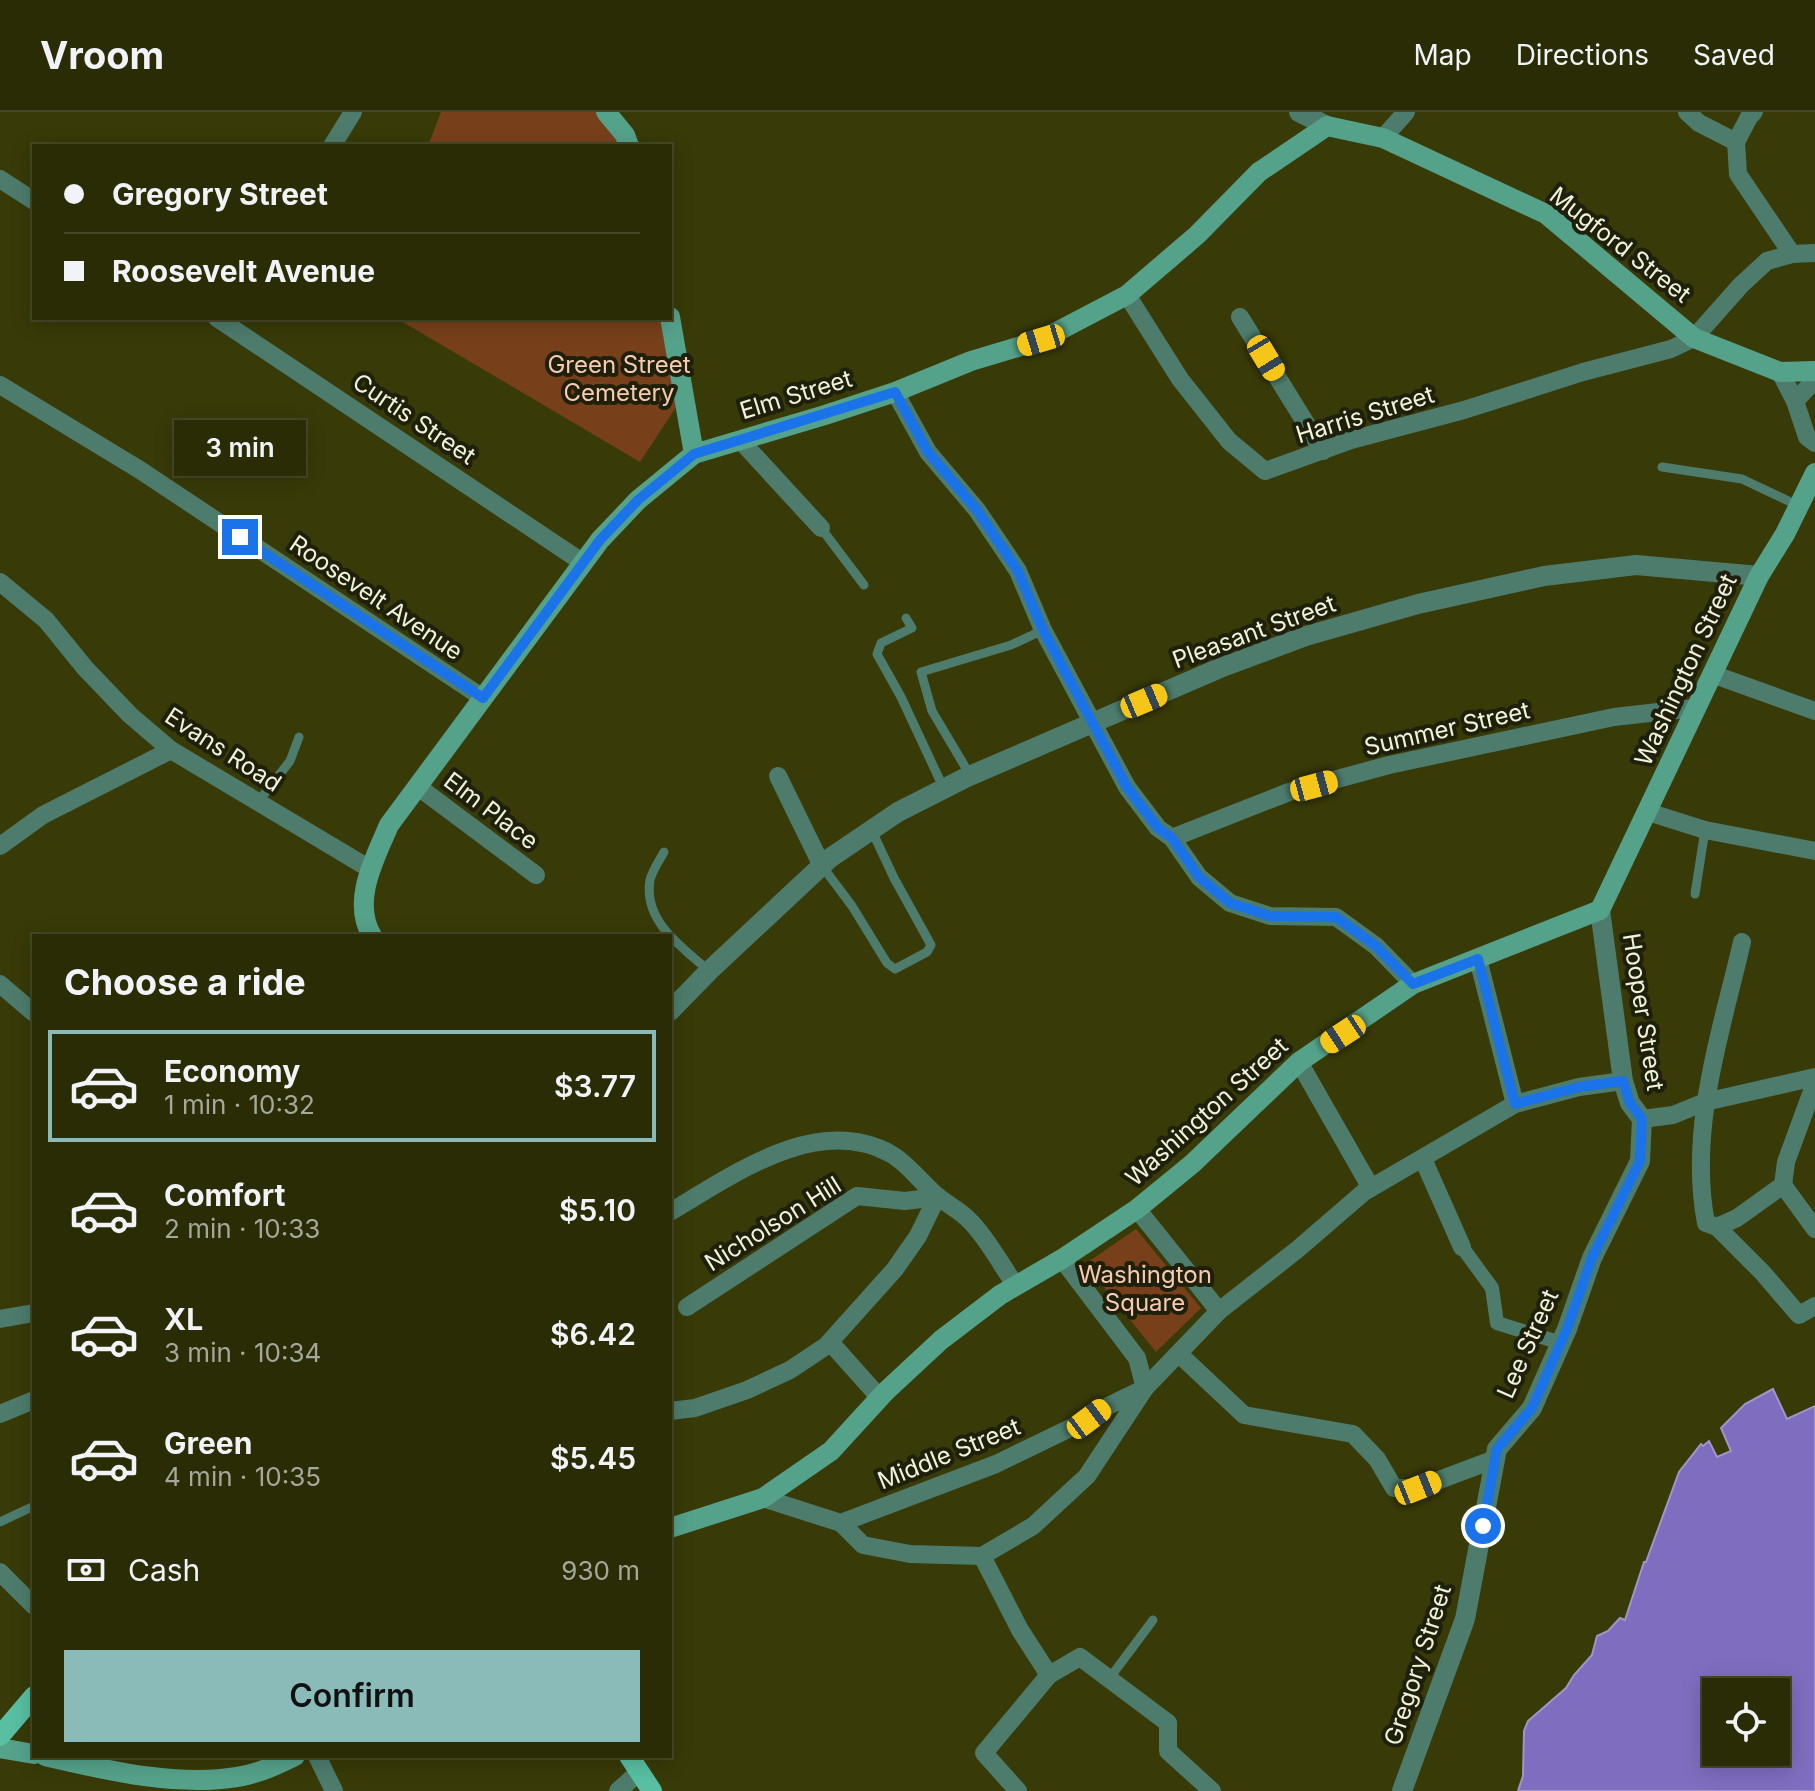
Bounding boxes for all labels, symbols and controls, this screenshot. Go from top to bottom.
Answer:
text: Vroom [40,32,164,78]
text: Map [1413,38,1472,72]
text: Directions [1516,38,1649,72]
text: Saved [1693,38,1775,72]
text: Gregory Street [112,176,328,212]
street label: Mugford Street [1544,181,1697,309]
text: Roosevelt Avenue [112,253,375,289]
car [1015,322,1067,358]
car [1243,331,1289,385]
park label: Green Street Cemetery [547,350,691,407]
street label: Elm Street [736,364,856,425]
street label: Curtis Street [347,367,481,470]
street label: Harris Street [1292,380,1438,449]
callout: 3 min [174,421,306,477]
text: 3 min [205,432,275,463]
route end [222,519,258,555]
street label: Roosevelt Avenue [284,529,468,666]
street label: Washington Street [1628,569,1743,770]
street label: Pleasant Street [1168,589,1339,674]
car [1117,681,1171,721]
street label: Summer Street [1361,695,1533,762]
street label: Evans Road [160,701,287,798]
street label: Elm Place [439,766,544,855]
car [1288,768,1340,804]
street label: Hooper Street [1617,931,1670,1093]
text: Choose a ride [64,960,306,1004]
car [1316,1011,1370,1057]
street label: Washington Street [1120,1031,1294,1192]
icon: car [68,1050,140,1122]
text: Economy [164,1053,300,1089]
text: $3.77 [554,1068,636,1104]
text: 1 min · 10:32 [164,1089,315,1120]
street label: Nicholson Hill [699,1170,846,1277]
icon: car [68,1174,140,1246]
text: Comfort [164,1177,285,1213]
text: $5.10 [559,1192,636,1228]
text: 2 min · 10:33 [164,1213,320,1244]
park label: Washington Square [1078,1260,1212,1317]
street label: Lee Street [1491,1285,1564,1403]
icon: car [68,1298,140,1370]
text: XL [164,1301,203,1337]
text: $6.42 [550,1316,636,1352]
text: 3 min · 10:34 [164,1337,321,1368]
car [1063,1395,1115,1443]
street label: Middle Street [873,1412,1024,1495]
icon: car [68,1422,140,1494]
text: Green [164,1425,252,1461]
text: $5.45 [550,1440,636,1476]
text: 4 min · 10:35 [164,1461,321,1492]
car [1391,1468,1445,1508]
route start [1465,1508,1501,1544]
icon: cash [64,1548,108,1592]
text: Cash [128,1552,200,1588]
text: 930 m [561,1555,640,1586]
street label: Gregory Street [1378,1581,1457,1749]
button: Confirm [64,1650,640,1742]
map controls [1702,1678,1790,1766]
button: locate [1702,1678,1790,1766]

__________

- Task objective -
Set down the material above exactly as it reads, but not its pictures.

- Written solution -
Bounding boxes for all labels, symbols and controls, this screenshot. Go from top to bottom.
Answer:
text: Vroom [40,32,164,78]
text: Map [1413,38,1472,72]
text: Directions [1516,38,1649,72]
text: Saved [1693,38,1775,72]
text: Gregory Street [112,176,328,212]
street label: Mugford Street [1544,181,1697,309]
text: Roosevelt Avenue [112,253,375,289]
car [1015,322,1067,358]
car [1243,331,1289,385]
park label: Green Street Cemetery [547,350,691,407]
street label: Elm Street [736,364,856,425]
street label: Curtis Street [347,367,481,470]
street label: Harris Street [1292,380,1438,449]
callout: 3 min [174,421,306,477]
text: 3 min [205,432,275,463]
route end [222,519,258,555]
street label: Roosevelt Avenue [284,529,468,666]
street label: Washington Street [1628,569,1743,770]
street label: Pleasant Street [1168,589,1339,674]
car [1117,681,1171,721]
street label: Summer Street [1361,695,1533,762]
street label: Evans Road [160,701,287,798]
street label: Elm Place [439,766,544,855]
car [1288,768,1340,804]
street label: Hooper Street [1617,931,1670,1093]
text: Choose a ride [64,960,306,1004]
car [1316,1011,1370,1057]
street label: Washington Street [1120,1031,1294,1192]
icon: car [68,1050,140,1122]
text: Economy [164,1053,300,1089]
text: $3.77 [554,1068,636,1104]
text: 1 min · 10:32 [164,1089,315,1120]
street label: Nicholson Hill [699,1170,846,1277]
icon: car [68,1174,140,1246]
text: Comfort [164,1177,285,1213]
text: $5.10 [559,1192,636,1228]
text: 2 min · 10:33 [164,1213,320,1244]
park label: Washington Square [1078,1260,1212,1317]
street label: Lee Street [1491,1285,1564,1403]
icon: car [68,1298,140,1370]
text: XL [164,1301,203,1337]
text: $6.42 [550,1316,636,1352]
text: 3 min · 10:34 [164,1337,321,1368]
car [1063,1395,1115,1443]
street label: Middle Street [873,1412,1024,1495]
icon: car [68,1422,140,1494]
text: Green [164,1425,252,1461]
text: $5.45 [550,1440,636,1476]
text: 4 min · 10:35 [164,1461,321,1492]
car [1391,1468,1445,1508]
route start [1465,1508,1501,1544]
icon: cash [64,1548,108,1592]
text: Cash [128,1552,200,1588]
text: 930 m [561,1555,640,1586]
street label: Gregory Street [1378,1581,1457,1749]
button: Confirm [64,1650,640,1742]
map controls [1702,1678,1790,1766]
button: locate [1702,1678,1790,1766]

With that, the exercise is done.